Not everything is easier with microservices, of course. Three commonly acknowledged challenges of deploying microservices typically include: First, the “complexity from managing microservices written in different languages,” as we’ve done at ZorroSign. Second, the “cost implications of network resource usage from remote calls across multiple services” and third, “investigating root causes or auditing systems becomes challenging when dealing with log management across distributed services, as log aggregators would be required,” suggests BMC.
But complexity, costs, and support all increase when any application grows, so facing those challenges with a microservices architecture is little different than facing the complexity, costs, and support challenges of a larger monolithic app.
Why ZorroSign Choose Microservices—and Why You Should, Too
Our CTO and I have been assessing microservices for several years, and committed to an overhaul of our DevOps a year ago.

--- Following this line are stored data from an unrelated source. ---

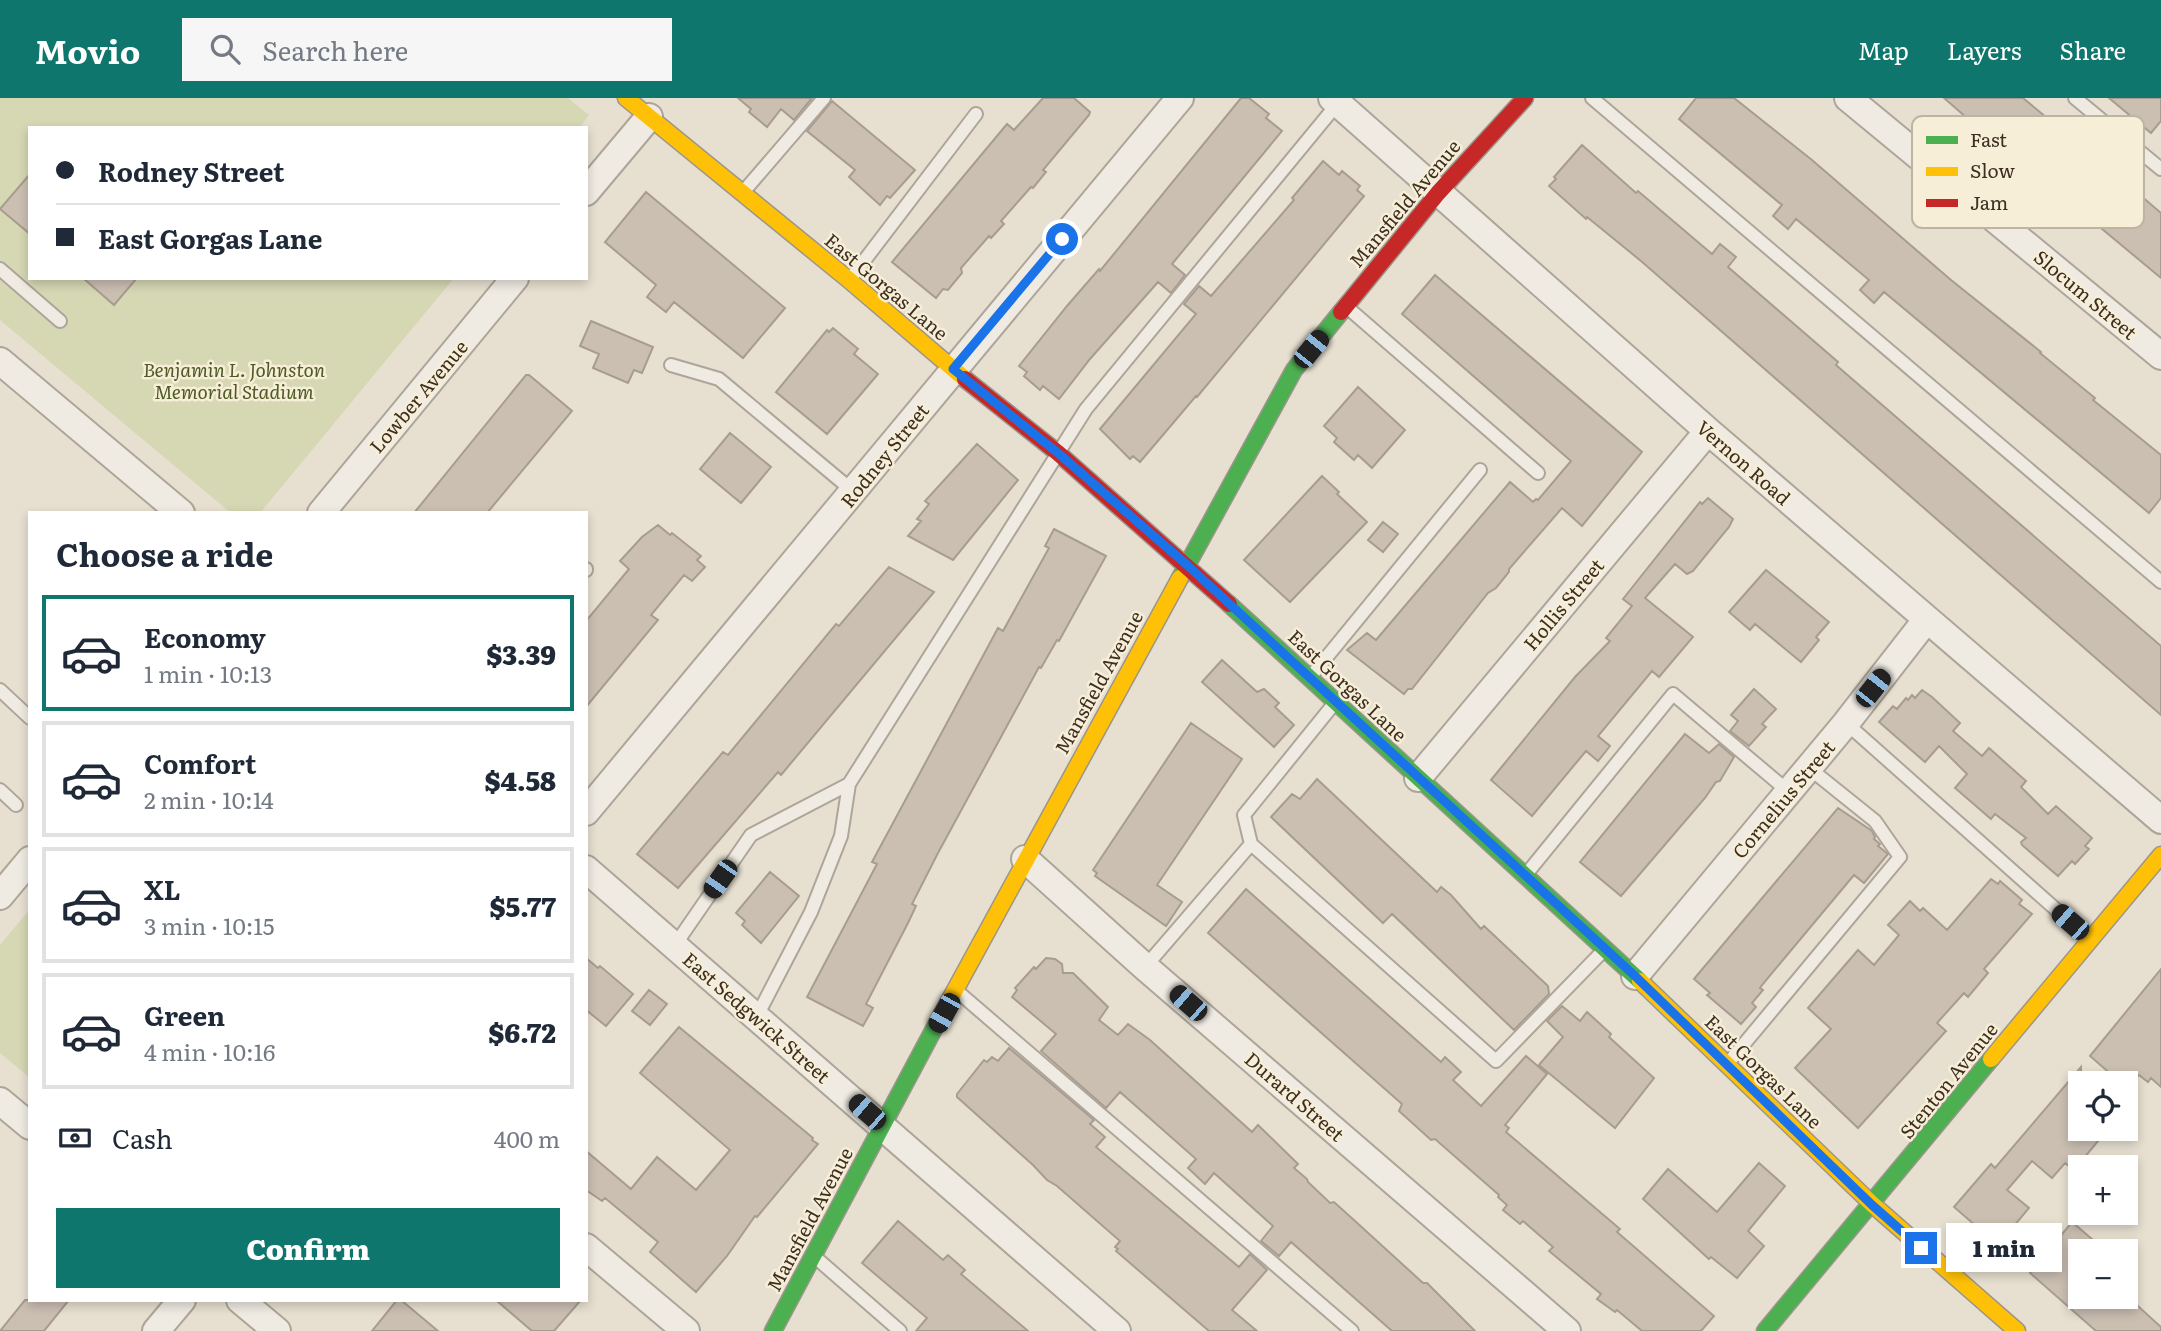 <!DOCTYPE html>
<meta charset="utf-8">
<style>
:root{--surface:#fff;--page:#f6f6f7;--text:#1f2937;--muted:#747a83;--line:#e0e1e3;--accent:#0f766e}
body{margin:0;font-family:Literata,serif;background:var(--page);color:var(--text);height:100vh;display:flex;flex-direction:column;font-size:26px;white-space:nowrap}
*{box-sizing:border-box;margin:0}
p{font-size:23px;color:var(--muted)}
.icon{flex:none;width:38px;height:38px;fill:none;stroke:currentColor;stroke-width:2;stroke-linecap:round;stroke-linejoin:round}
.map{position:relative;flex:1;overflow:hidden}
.drawer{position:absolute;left:28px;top:413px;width:560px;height:791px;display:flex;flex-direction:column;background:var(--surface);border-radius:0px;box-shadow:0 4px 10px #0003}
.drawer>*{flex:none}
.hud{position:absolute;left:28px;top:28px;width:560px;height:154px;border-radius:0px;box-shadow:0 4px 10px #0003;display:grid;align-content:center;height:154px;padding:0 28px;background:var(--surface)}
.tools{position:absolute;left:2068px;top:973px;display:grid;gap:14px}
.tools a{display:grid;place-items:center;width:70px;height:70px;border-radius:0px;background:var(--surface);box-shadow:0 4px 10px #0003;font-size:35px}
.end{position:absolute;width:32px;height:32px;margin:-16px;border:9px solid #1a73e8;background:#fff;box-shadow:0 0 0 4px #fff}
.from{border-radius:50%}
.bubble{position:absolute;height:49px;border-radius:0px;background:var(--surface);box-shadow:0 4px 10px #0003;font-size:23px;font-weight:800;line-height:49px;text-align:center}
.car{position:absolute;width:21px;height:42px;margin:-21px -10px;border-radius:9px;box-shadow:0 0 5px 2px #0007;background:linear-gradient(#222 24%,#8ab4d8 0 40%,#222 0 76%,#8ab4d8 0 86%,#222 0)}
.hud b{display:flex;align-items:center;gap:24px;height:66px;font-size:26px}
.hud b+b{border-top:2px solid var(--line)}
.hud i{width:18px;height:18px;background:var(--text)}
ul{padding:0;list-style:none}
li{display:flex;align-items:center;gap:21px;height:116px;margin:0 14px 10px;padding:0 14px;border:4px solid var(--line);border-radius:0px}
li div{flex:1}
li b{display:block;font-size:26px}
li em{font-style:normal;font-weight:800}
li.current{border-color:var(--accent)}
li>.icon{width:63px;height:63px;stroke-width:1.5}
h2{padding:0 28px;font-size:32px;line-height:84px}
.pay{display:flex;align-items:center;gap:18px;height:77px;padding:0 28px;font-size:26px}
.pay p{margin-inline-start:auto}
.primary-button{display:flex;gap:14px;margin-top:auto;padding:14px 28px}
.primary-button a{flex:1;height:80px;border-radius:0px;background:var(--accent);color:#fff;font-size:28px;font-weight:800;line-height:80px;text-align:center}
header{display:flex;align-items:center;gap:42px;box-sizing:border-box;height:98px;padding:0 35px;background:var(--accent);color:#fff}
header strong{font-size:33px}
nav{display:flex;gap:38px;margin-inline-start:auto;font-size:24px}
.search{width:490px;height:63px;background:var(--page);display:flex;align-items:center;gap:18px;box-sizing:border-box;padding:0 24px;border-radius:0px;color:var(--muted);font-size:26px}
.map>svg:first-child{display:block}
.green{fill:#d6d7b3}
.building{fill:#cbbfb2;stroke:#a89c90;stroke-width:2}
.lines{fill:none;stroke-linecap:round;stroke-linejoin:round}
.lane-casing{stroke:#ada599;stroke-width:16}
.street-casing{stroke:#ada599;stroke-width:30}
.fast-casing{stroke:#9c958a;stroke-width:19}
.slow-casing{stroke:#9c958a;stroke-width:19}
.jam-casing{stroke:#9c958a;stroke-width:19}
.lane{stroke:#efebe3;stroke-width:12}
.street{stroke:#efebe3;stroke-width:26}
.fast{stroke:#4caf50;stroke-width:16}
.slow{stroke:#ffc107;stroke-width:16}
.jam{stroke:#c62828;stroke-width:16}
.route{stroke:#1a73e8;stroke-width:9}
.labels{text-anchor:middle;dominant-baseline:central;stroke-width:5;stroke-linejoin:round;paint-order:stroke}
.street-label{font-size:19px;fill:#3d2e20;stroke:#f7eed8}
.park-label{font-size:19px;font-style:italic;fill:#4d5a26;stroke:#f7eed8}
.key{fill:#f7eed8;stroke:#bfb4a1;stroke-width:2}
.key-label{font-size:19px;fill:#3d2e20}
</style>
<header>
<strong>Movio</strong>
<div class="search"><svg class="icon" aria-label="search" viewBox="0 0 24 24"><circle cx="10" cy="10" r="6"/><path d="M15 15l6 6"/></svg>Search here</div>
<nav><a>Map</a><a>Layers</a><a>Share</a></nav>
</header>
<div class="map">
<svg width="2161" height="1233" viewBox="0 0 2161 1233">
<rect width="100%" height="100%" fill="#e7e0d1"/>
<!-- green -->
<path class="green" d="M0,0H568L589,17L579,30H30V180H454L260,415H231L0,222Z
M30,811V980L0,955V847Z"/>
<!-- building -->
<path class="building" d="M738,0H812L794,22L781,11L767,29L749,14L751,11Z
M1043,0H1074L1090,14L1089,17L1043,72L1046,74L1033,90L1031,89L1001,123L1004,126L991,140L989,138L961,170L962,175L948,192L943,191L936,200L892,164L1007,26L1014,32Z
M1241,0H1249L1269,16L1266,20L1282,33L1172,166L1185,177L1171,195L1158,184L1090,261L1059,301L1043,288L1040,292L1024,278L1027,274L1019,268L1067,208L1099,171L1100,173Z
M1696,0H1734L1812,62L1951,182L2041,254L2040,255L2095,300L2093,302L2161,357V400L2149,415L1884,194L1874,205L1860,192L1869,182L1796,121L1788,131L1773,118L1782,107L1679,21Z
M1944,0H2023L2140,97L2161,115V180L2072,106L2069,110L2025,73L2023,75L1983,41V34Z
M2109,0H2161V23L2151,35Z
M832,3L915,72L890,100L887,98L880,107L849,79L855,72L807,33Z
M1582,47L1636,95L1638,93L1712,156L1720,146L1736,159L1728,169L1838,264L1836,267L2161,548V617L1641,163L1587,119L1586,121L1549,88L1556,81L1554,79Z
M1323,63L1339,77L1342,73L1360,88L1357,92L1364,98L1197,299L1196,298L1140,364L1133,358L1130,361L1100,331L1196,216L1184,206L1199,188L1211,198L1294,102L1292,100Z
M30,76V136L0,111Z
M646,94L785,210L743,260L674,204L666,214L647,199L656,187L605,144Z
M1435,177L1642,354L1582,428L1562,410L1509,471V474L1496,490L1488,495L1412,591H1408L1404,596L1347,552L1367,535L1376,542L1510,384L1533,404L1536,401L1538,402L1571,363L1402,216Z
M83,180H137L114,207Z
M591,223L653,249L642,275L634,272L628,285L593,270L599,256L580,248Z
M833,230L858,251L854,256L878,276L827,336L776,294L827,232L829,234Z
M526,277H529L572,313L487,415H414Z
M1358,289L1405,332L1372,370L1358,357L1354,362L1334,344L1337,340L1324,328Z
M730,335L771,369L741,405L700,371Z
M977,346L1018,382L953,462L908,438L921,423L917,421L929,406L925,403Z
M1322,378L1339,394L1337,396L1367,424L1290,504L1244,462Z
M1708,400L1733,421L1729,429L1693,473L1687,476L1675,466L1645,500L1693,539L1659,579L1652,573L1598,638L1610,648L1598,663L1586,653L1532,718L1491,682L1575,579L1610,543L1606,540L1632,508L1623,501L1700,404L1702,406Z
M1383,424L1398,436L1383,454L1368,442Z
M658,427L670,437L672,435L701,458L697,462L705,469L692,483L684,477L651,517L658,522L586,609V523L629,471L620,463L642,439Z
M1054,431L1106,458L1059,543L1057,542L1041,570L1039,569L938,755L912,806L916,808L908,825L866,906L873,910L863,928L807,899L877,766L872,764L998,530L1003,533L1029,486L1049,450L1045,448Z
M889,469L934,494L781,677L778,674L678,790L637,756L723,654L728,657L836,526L839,528Z
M1766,472L1829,524L1816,539L1819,542L1801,564L1755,526L1750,532L1729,514Z
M1222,562L1257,594L1264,591L1279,605L1275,609L1294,627L1274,649L1202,584Z
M1754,591L1776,611L1762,626L1766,629L1749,648L1730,633L1738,623L1731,617Z
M1922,592L1932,599L1960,625L1953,633L1982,658L1989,650L2026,683L2021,689L2048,716L2056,708L2092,740L2085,748L2089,751L2075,766L2072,763L2058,778L2022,747L2021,744L2026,740L1995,716L1991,721L1955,690L1967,676L1939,648L1925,664L1879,624L1893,608L1897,611L1906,600L1908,602L1912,597L1915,600Z
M1191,625L1242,661L1157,787L1182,804L1166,828L1095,778L1097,775L1093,772Z
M1685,636L1709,655L1719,646L1734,659L1720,683L1716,684L1705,700L1621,798L1580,764Z
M1317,681L1437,794L1441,789L1451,797L1481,831L1484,828L1548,888L1549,896L1514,932L1392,816L1383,825L1271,719L1292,696L1300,701Z
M1838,710L1872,733L1875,739L1874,741L1880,746L1878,748L1888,756L1864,785L1854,777L1762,887L1760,890L1763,892L1752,905L1756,909L1741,926L1707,897L1710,895L1694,881Z
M770,774L799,798L761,845L742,827L745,823L736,815Z
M1991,781L1998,786L2000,783L2022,802L2019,806L2032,816L1984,871L1988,875L1968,899L1964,895L1937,925L1946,933L1858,1030L1795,970L1831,931L1808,910L1858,852L1874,867L1899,837L1888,827L1910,803L1920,813L1923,810L1947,832Z
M1246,791L1441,964L1445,959L1461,974L1453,982L1481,1008L1526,958L1547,976L1505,1027L1509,1030L1506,1034L1620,1131L1617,1134L1714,1218L1701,1233H1642L1617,1212L1615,1214L1597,1201L1601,1196L1549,1153L1553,1149L1523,1123L1520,1126L1503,1112L1507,1107L1498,1099L1499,1097L1435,1041L1431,1042L1399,1013L1402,1006L1208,835Z
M586,860L598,870L600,868L633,896L606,928L586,912Z
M1046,860L1055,861L1062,866L1063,875H1073L1108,909L1099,922L1118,937L1128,926L1150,942L1252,1034L1258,1027L1298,1066L1294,1070L1307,1081L1308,1084L1330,1105L1334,1104L1355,1123L1423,1185H1427L1475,1233H1392L1291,1144L1279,1158L1261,1143L1273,1128L1214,1075L1205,1086L1188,1070L1196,1061L1120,994L1106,1010L1041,953L1056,936L1012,899L1017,892L1015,890L1034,869L1036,871Z
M2161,871V989L2151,980L2148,984L2139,977L2127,990L2126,985H2121L2090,958Z
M649,892L667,906L650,927L632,913Z
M1562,908L1580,923L1587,914L1611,936L1609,939L1654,980L1615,1030L1539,967L1563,939L1547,923Z
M679,929L813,1040L812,1042L818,1046L757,1119L755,1118L727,1158L696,1194L650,1154L658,1144L605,1100L602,1103L586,1092V1053L631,1091L657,1059L696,1092L730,1052L640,975Z
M1009,950L1094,1022L1090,1026L1105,1039L1096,1049L1239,1169L1250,1156L1267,1172L1232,1212L1257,1233H1209L1116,1153L1118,1151L1115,1149L1120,1143L1057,1088L1047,1082L1033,1067L957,999V996L984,962L987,964L992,959L998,963Z
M2081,969V1031H2108L2074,1072L2065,1065L2052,1080L2032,1063L2007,1092L2029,1110L1998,1147L1954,1109L1991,1066L1995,1070Z
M1759,1065L1785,1088L1748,1133L1764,1148L1737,1180L1711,1159L1709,1161L1643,1101L1668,1071L1717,1114Z
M898,1123L943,1162L948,1157L965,1172L961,1176L1028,1233H916L927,1220L862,1165Z
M2072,1124L2106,1153H2081V1199H2128L2161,1229V1233H2096L2030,1175Z
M25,1202H69L44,1233H0Z
M397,1202H401L438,1233H372Z
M496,1202H581L554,1233H532Z"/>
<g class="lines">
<!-- lane casing -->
<g class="lane-casing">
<path id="lane" d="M1592,0L2161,484
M2075,0L2161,71
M745,92L824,0
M0,171L60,223
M851,180L976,16
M1348,210L1538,375
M671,267L719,281L854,394
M586,472V471
M1312,577L1480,372
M0,592L30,620
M1846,625L2087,839
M0,692L16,707
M1251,746L1244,717L1333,607
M1528,774L1673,596L1789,694
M675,847L751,737L849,686L1086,311L1338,5
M1145,869L1251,746L1496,963L1604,852
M957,893L1352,1233
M757,918L811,814L841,738L849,686
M1729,964L1900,759L1875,723L1809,670
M815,1159L900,1233"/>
</g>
<!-- street casing -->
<g class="street-casing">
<path id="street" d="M1332,0L1708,333L2161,722
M1848,0L2161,258
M586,94L649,19
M0,263L181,415
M321,415L515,180
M1418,680L1708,333
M586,714C785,477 981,237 1180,0
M1025,761L1145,869L1567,1233
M586,771L1117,1233
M0,798L30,762
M1635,878L1846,625L1927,521
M0,1003L30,1028
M586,1149L686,1233
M240,1202L277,1233
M156,1233L182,1202"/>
</g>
<!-- fast casing -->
<g class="fast-casing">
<path id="fast" d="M1180,480L1294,272L1341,214
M1229,506L1640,883
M773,1233L942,916
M1765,1233L1991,961"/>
</g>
<!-- slow casing -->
<g class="slow-casing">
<path id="slow" d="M626,0L849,182L965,281
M1640,883L1872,1106L2017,1233
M942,916L1180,480
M1991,961L2161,757"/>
</g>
<!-- jam casing -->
<g class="jam-casing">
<path id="jam" d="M1341,214L1438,95L1525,0
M965,281L1058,355L1229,506"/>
</g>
<!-- lane -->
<use href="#lane" class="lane"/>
<!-- street -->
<use href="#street" class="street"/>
<!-- fast -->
<use href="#fast" class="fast"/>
<!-- slow -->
<use href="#slow" class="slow"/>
<!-- jam -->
<use href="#jam" class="jam"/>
</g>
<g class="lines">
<!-- route -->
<path class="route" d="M1062,141L953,271L1058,355L1186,466L1635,878L1872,1107L1921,1150"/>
</g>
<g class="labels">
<!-- street labels -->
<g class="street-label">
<text transform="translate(1404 105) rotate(-50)">Mansfield Avenue</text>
<text transform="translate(887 188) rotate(40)">East Gorgas Lane</text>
<text transform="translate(2086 196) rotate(40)">Slocum Street</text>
<text transform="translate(418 298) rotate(-50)">Lowber Avenue</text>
<text transform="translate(884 357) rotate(-51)">Rodney Street</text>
<text transform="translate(1744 364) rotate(41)">Vernon Road</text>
<text transform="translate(1563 506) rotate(-50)">Hollis Street</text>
<text transform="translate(1098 584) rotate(-61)">Mansfield Avenue</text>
<text transform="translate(1348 587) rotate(43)">East Gorgas Lane</text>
<text transform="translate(1783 701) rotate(-50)">Cornelius Street</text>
<text transform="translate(757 919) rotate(41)">East Sedgwick Street</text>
<text transform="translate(1764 973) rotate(44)">East Gorgas Lane</text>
<text transform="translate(1948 982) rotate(-51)">Stenton Avenue</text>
<text transform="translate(1295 998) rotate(41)">Durard Street</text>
<text transform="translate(809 1121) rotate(-62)">Mansfield Avenue</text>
</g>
<!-- park labels -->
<g class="park-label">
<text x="234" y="271">Benjamin L. Johnston<tspan x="234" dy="22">Memorial Stadium</tspan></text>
</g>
</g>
<!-- legend -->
<rect x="1912" y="18" width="232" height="112" rx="10" class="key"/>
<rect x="1926" y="38" width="32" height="8" fill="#4caf50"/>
<rect x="1926" y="69" width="32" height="9" fill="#ffc107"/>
<rect x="1926" y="101" width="32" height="8" fill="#c62828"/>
<g class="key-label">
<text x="1970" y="49">Fast</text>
<text x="1970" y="80">Slow</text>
<text x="1970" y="112">Jam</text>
</g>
</svg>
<div class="tools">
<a><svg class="icon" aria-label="locate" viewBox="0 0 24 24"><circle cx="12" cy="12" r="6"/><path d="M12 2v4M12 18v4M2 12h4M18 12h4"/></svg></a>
<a>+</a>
<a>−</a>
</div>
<i class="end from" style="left:1062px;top:141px"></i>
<i class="end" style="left:1921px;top:1150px"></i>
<div class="bubble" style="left:1946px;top:1125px;width:116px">1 min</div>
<i class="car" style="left:1311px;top:251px;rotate:39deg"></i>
<i class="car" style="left:1873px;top:590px;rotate:38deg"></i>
<i class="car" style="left:720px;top:781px;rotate:215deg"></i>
<i class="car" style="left:2070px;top:824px;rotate:311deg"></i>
<i class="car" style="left:1188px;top:905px;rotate:311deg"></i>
<i class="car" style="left:944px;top:915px;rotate:209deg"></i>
<i class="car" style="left:867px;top:1014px;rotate:311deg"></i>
<div class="hud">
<b><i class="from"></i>Rodney Street</b>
<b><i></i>East Gorgas Lane</b>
</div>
<section class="drawer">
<h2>Choose a ride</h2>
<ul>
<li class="current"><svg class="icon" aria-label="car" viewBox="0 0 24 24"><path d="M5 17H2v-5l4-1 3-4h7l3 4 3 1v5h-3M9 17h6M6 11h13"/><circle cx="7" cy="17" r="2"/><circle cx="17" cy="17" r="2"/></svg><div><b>Economy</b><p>1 min · 10:13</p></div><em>$3.39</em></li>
<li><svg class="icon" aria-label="car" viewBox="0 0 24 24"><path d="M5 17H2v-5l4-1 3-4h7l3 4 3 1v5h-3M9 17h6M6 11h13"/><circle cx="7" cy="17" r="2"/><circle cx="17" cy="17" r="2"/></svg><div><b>Comfort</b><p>2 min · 10:14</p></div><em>$4.58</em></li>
<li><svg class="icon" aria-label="car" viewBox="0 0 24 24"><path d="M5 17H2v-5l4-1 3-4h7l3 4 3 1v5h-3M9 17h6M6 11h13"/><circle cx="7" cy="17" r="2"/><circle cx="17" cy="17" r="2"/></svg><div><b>XL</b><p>3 min · 10:15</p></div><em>$5.77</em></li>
<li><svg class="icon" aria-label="car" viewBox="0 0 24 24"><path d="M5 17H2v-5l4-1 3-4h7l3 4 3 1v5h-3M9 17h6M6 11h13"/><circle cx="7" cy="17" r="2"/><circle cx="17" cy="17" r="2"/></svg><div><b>Green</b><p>4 min · 10:16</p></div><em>$6.72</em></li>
</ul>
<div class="pay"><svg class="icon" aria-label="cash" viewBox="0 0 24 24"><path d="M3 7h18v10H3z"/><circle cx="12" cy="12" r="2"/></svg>Cash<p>400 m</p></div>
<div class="primary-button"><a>Confirm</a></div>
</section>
</div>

We spent the first half of 2022 building the next iteration of ZorroSign’s blockchain platform with microservices and containers.
“Beyond the development advantages, microservices allow us to more easily manage complex ZorroSign back-end services and improve our entire system’s resiliency,” said Walpita. “It’s far easier finding and fixing bugs, allowing our development team to focus on single, isolated functionality, and then deploying asynchronously to other development efforts, whenever new functionality is tested and ready.”
From my perspective, I was intrigued to learn how microservices improved our defense-in-depth capabilities, as security can be configured much more granularly and configured at each microservice level. With ZorroSign’s commitment to privacy and security, microservices were another important upgrade to keep our platform ahead of the competition.
“Our team develops in C#, Go, Java, and Python,” adds Walpita. “Being able to deploy all those program languages in a single application, united across AWS cloud tools, Docker, and Kubernetes, gives ZorroSign the flexibility our engineers desire and the scalability our customers demand.”
Finally, I asked Priyal what advice he might give other organizations thinking of deploying microservices. He said: “Make sure your product and development team are mature enough to adopt the complexity of a microservice architecture. At some point, a growing app’s need for scalability, higher resilience, and improved performance may make microservices the best path forward. But ensuring your DevOps are ready to integrate and manage all the pieces of a polyglot tech stack is the key to success.”
I encourage you to consider microservices for your apps, and welcome the chance to talk more about this exciting architecture for new technologies!